How can we find $m_2$ such that $m \equiv m_1 m_2 \pmod n$ ?? 
Coud you give me some hints?? 
 A: Hint $\,\ \exists x\!:\ ax \equiv b \pmod n \iff \exists x,y\!:\ ax+ny = b \iff (a,n)\mid b,\ $ by Bezout.
When it holds $\,\color{#c00}{(a,n)c = b},\,$  so scaling $ $ Bezout: $\, aj+nk = \color{#c00}{(a,n)}\ $ by $\,\color{#c00}c\,$ yields a solution.
A: It does not always exist if $m$ and $m_1$ are arbitrary integers, more precisely, it exists if and only if $g\mid m$, where $g=\gcd(n,m_1)$ (however, this is the case in your problem since by definition $m_1$ is invertible modulo $n$).

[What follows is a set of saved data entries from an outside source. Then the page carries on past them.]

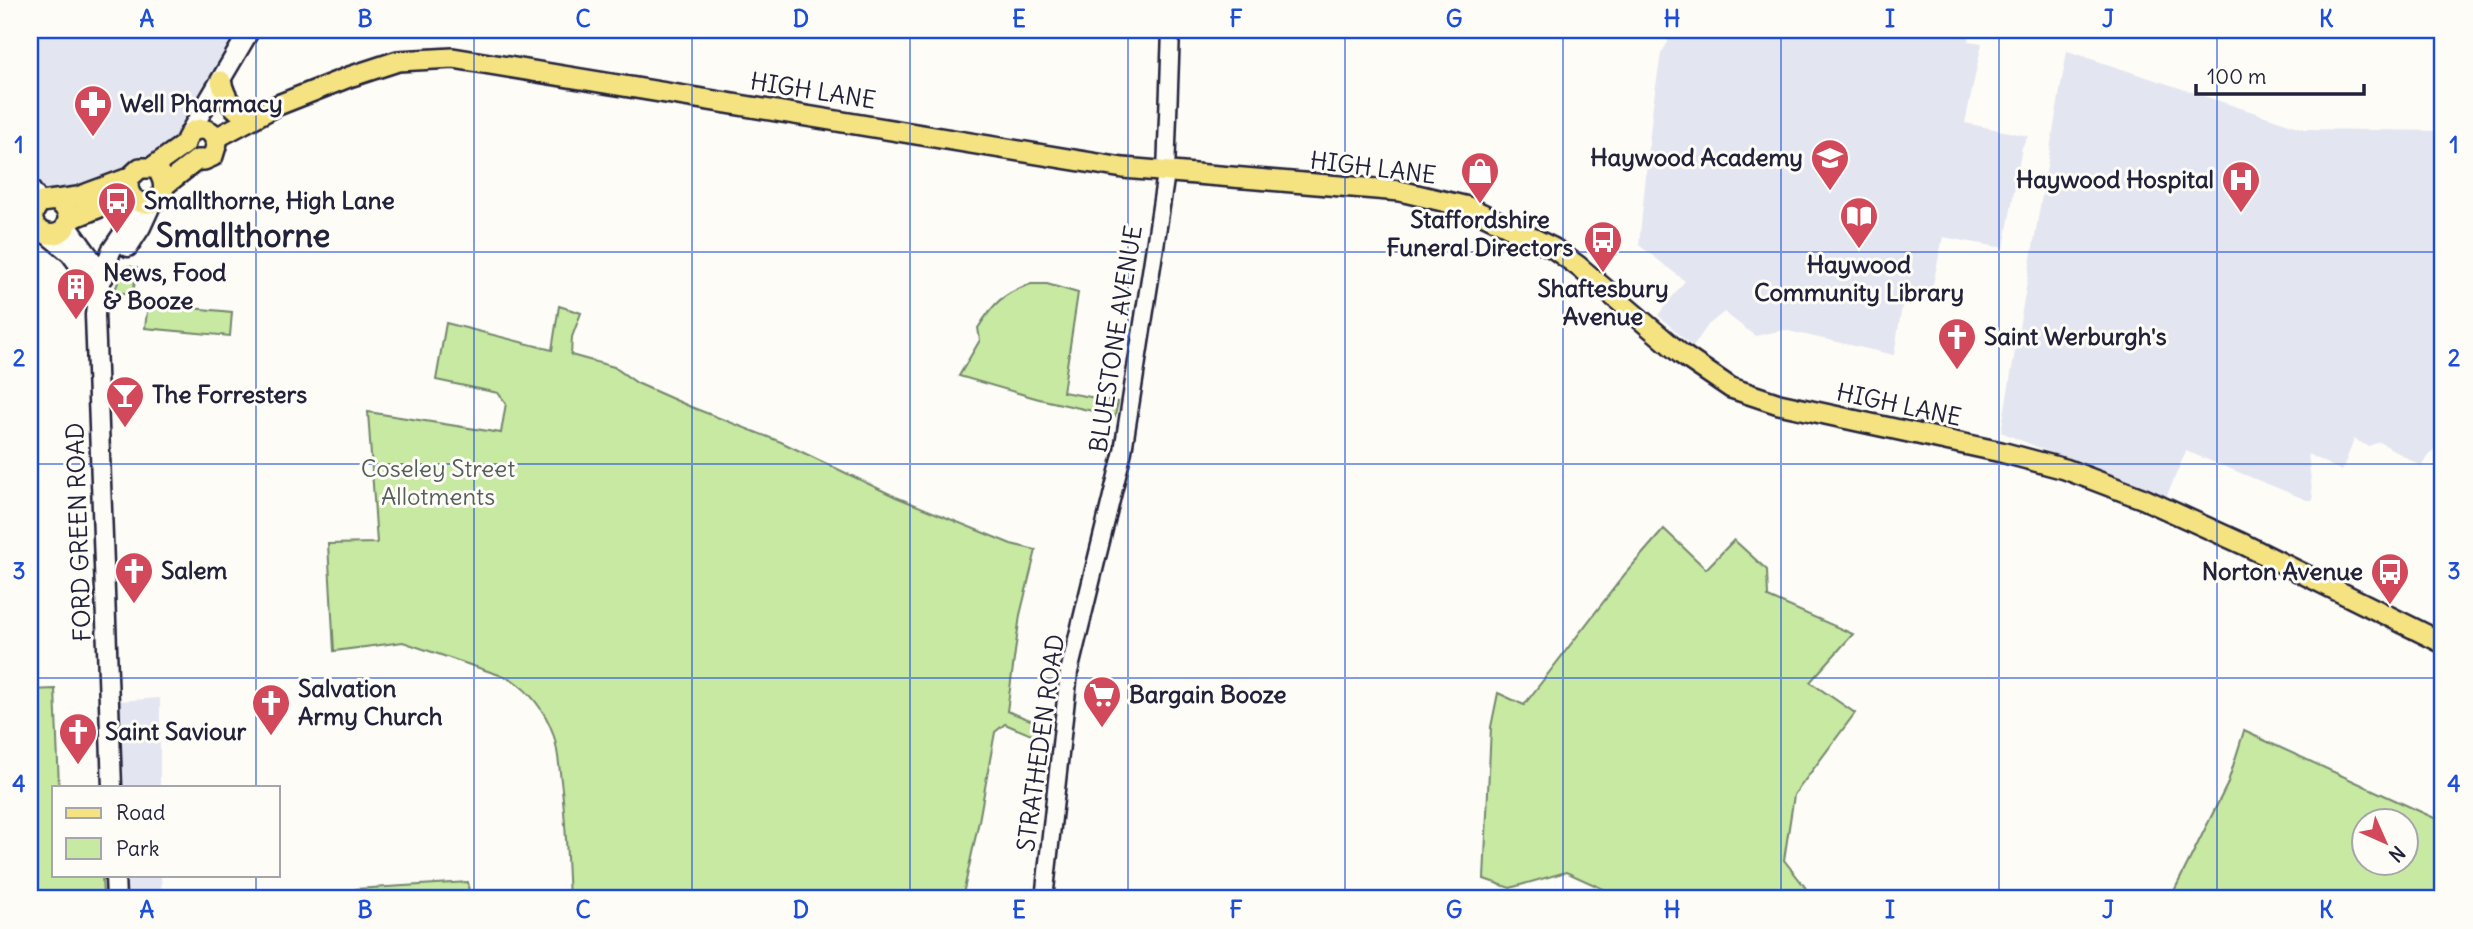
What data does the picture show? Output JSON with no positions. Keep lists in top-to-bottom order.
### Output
{
  "streets": {
    "main road": ["HIGH LANE", "FORD GREEN ROAD"],
    "street": ["BLUESTONE AVENUE", "STRATHEDEN ROAD"]
  },
  "crossings": [
    ["HIGH LANE", "BLUESTONE AVENUE"],
    ["BLUESTONE AVENUE", "STRATHEDEN ROAD"]
  ],
  "districts": ["Smallthorne"],
  "parks": ["Coseley Street Allotments"],
  "places": {
    "pharmacy": ["Well Pharmacy"],
    "school or university": ["Haywood Academy"],
    "shop": ["Staffordshire Funeral Directors"],
    "hospital": ["Haywood Hospital"],
    "bus stop": ["Smallthorne, High Lane", "Shaftesbury Avenue", "Norton Avenue"],
    "library": ["Haywood Community Library"],
    "building": ["News, Food & Booze"],
    "church": [
      "Saint Werburgh's",
      "Salem",
      "Salvation Army Church",
      "Saint Saviour"
    ],
    "bar": ["The Forresters"],
    "supermarket": ["Bargain Booze"]
  },
  "legend": ["Road", "Park"],
  "scale_bar": "100 m",
  "north": "bottom right",
  "grid": {
    "columns": [
      "A",
      "B",
      "C",
      "D",
      "E",
      "F",
      "G",
      "H",
      "I",
      "J",
      "K"
    ],
    "rows": [
      "1",
      "2",
      "3",
      "4"
    ]
  }
}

You can try to prove this by your own using the fact that for every pair of integers $p,q$ there exist integers $x,y$ such that
$$\gcd(p,q)=xp+yq$$
(those integers can be found using euclidean algorithm which gives the algorithm you're looking for).
A: First notice that it doesn't always have a solution (for example, let $n=6$, $m_1=2$ and $m=1$). It has a solution $iff$ $gcd(n,m_1)|m$.

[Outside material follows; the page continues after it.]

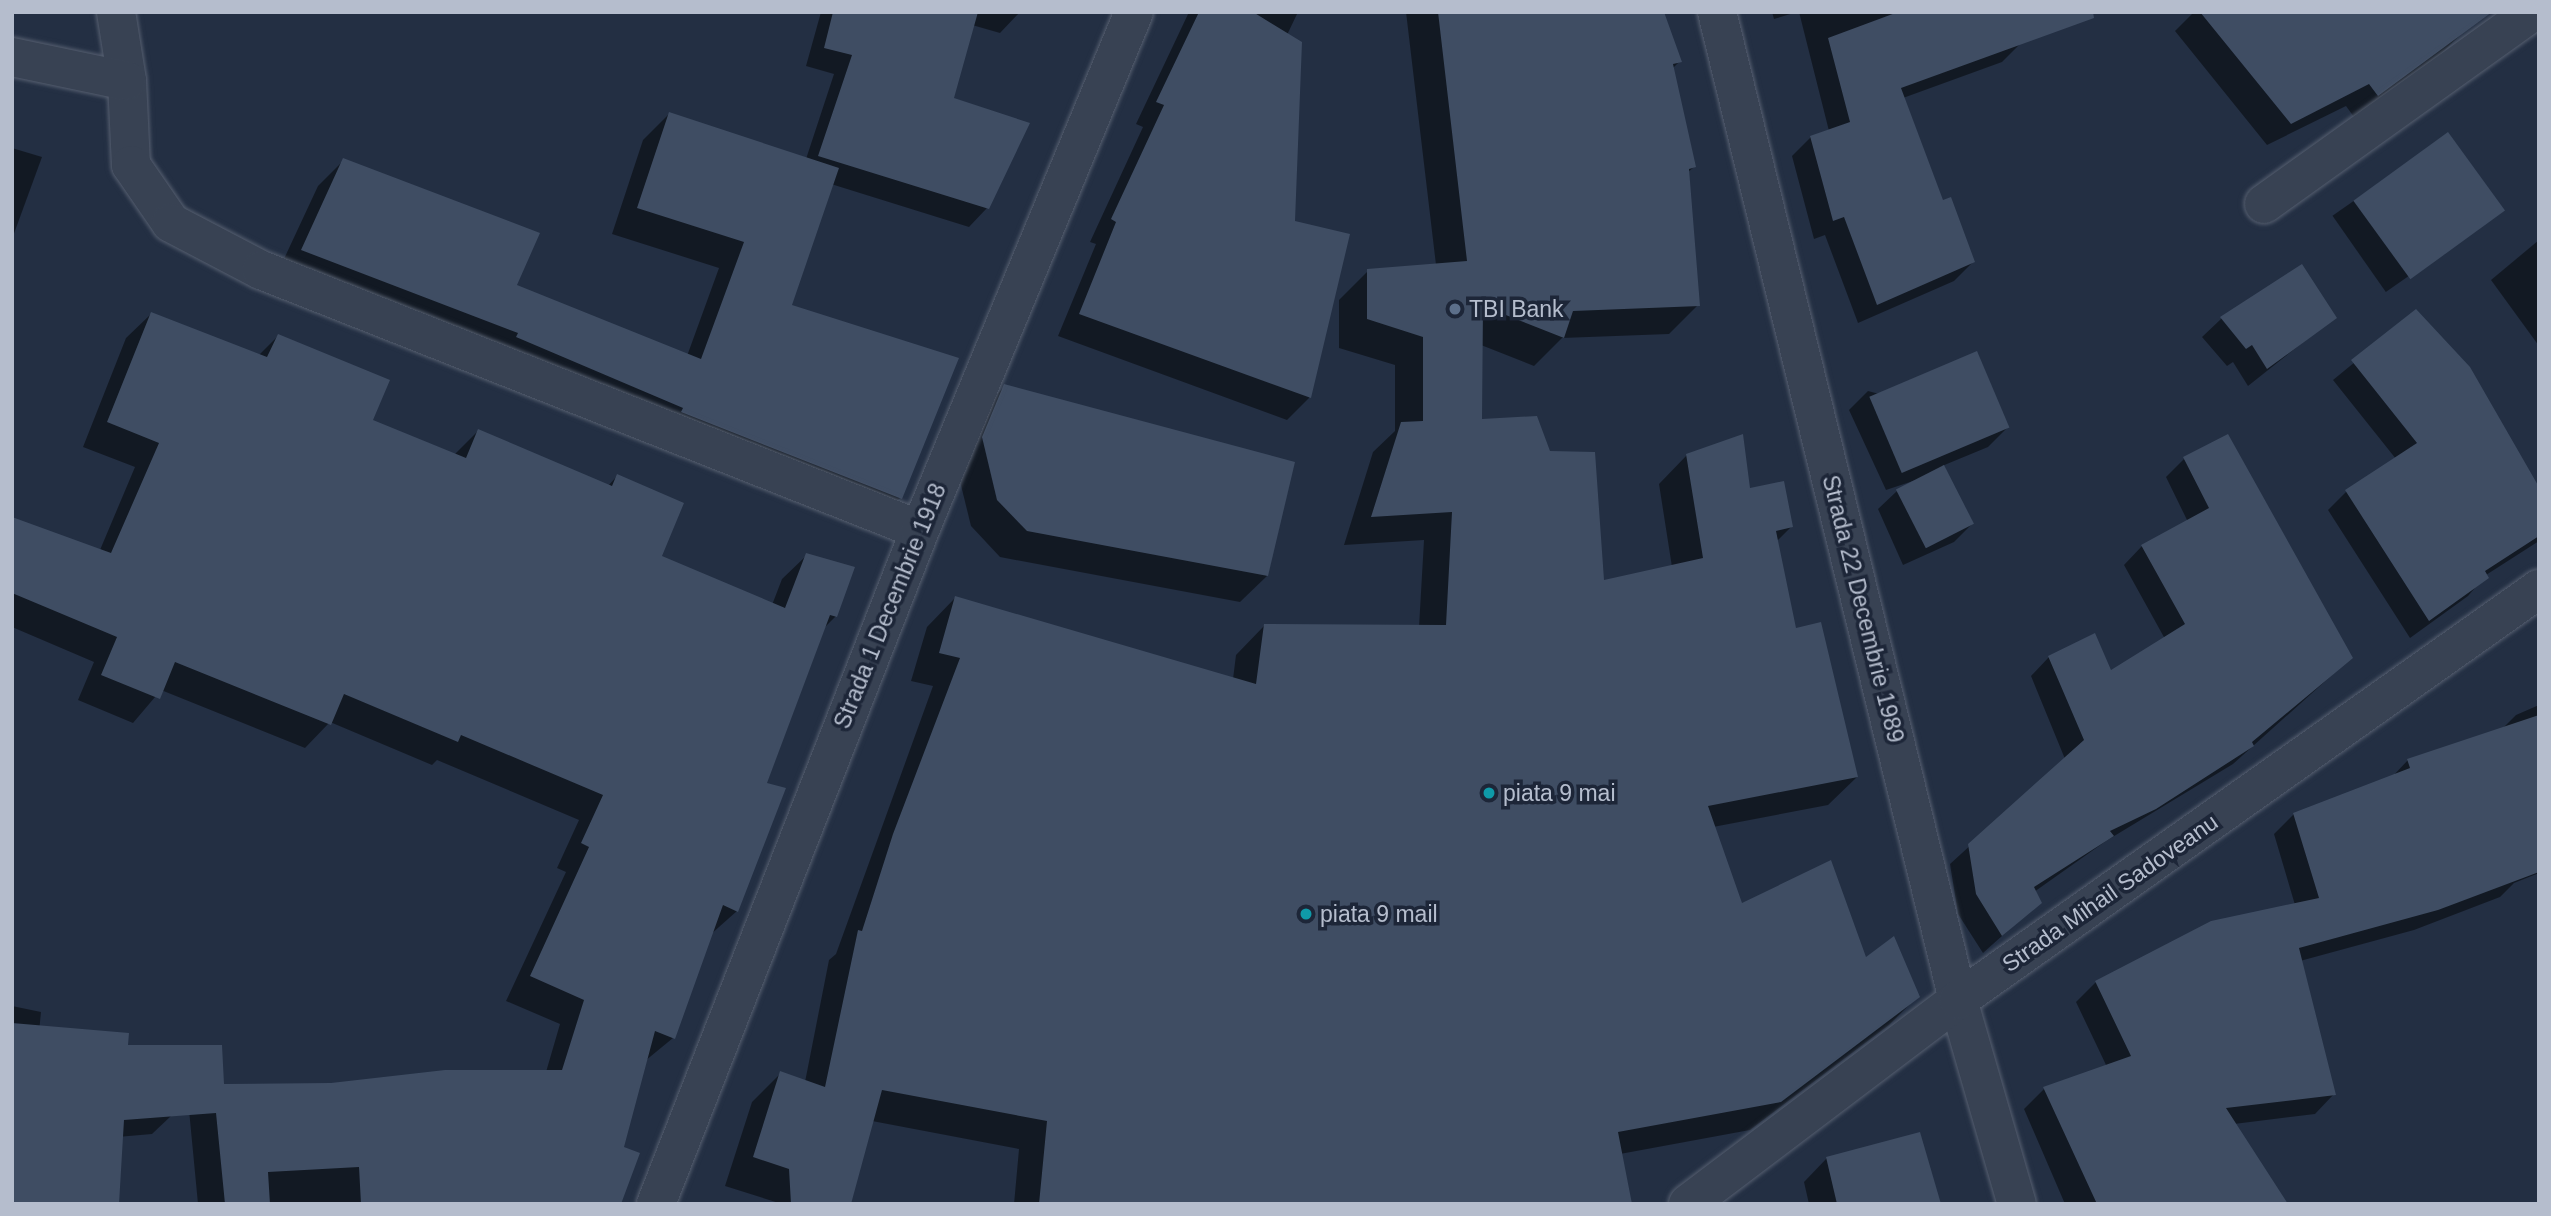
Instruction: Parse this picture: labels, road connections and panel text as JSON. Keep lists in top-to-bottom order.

Supposing that $gcd(n,m_1)|m$, you can always solve this equation.
First consider the case in which $gcd(n,m_1)=1$.
There are several ways to solve that, but one is to find the inverse of $m_1 \ mod\ n$. i.e. to find $m_2^*$ such that $m_1.m_2^*=1 \ mod \ n$.$^+$ Then it's not hard to see that your answer will be the remainder of division of $m_2^*.m$ by $n$.
For the case in which $gcd(n,m_1)=d>1$, you could divide the equation by $d$, and solve something like $m_1'.m_2'=m/d \ (mod \ n/d)$ in which $m_1'=m_1/d$ and $m_2'=m_2/d$, just like above. Then your answers for $m_2$ will be $m_2'$,$m_2'+m/d$,$m_2'+2m/d$,...$m_2'+(d-1)m/d$.
$^+$to solve the equation $ax=1 \ mod \ n$ when $gcd(n,a)=1$, use Euclid algorithm to find s and t such that $ns+at=1$ (Bezout's theorem), then you will have $x=t \ mod \ n$.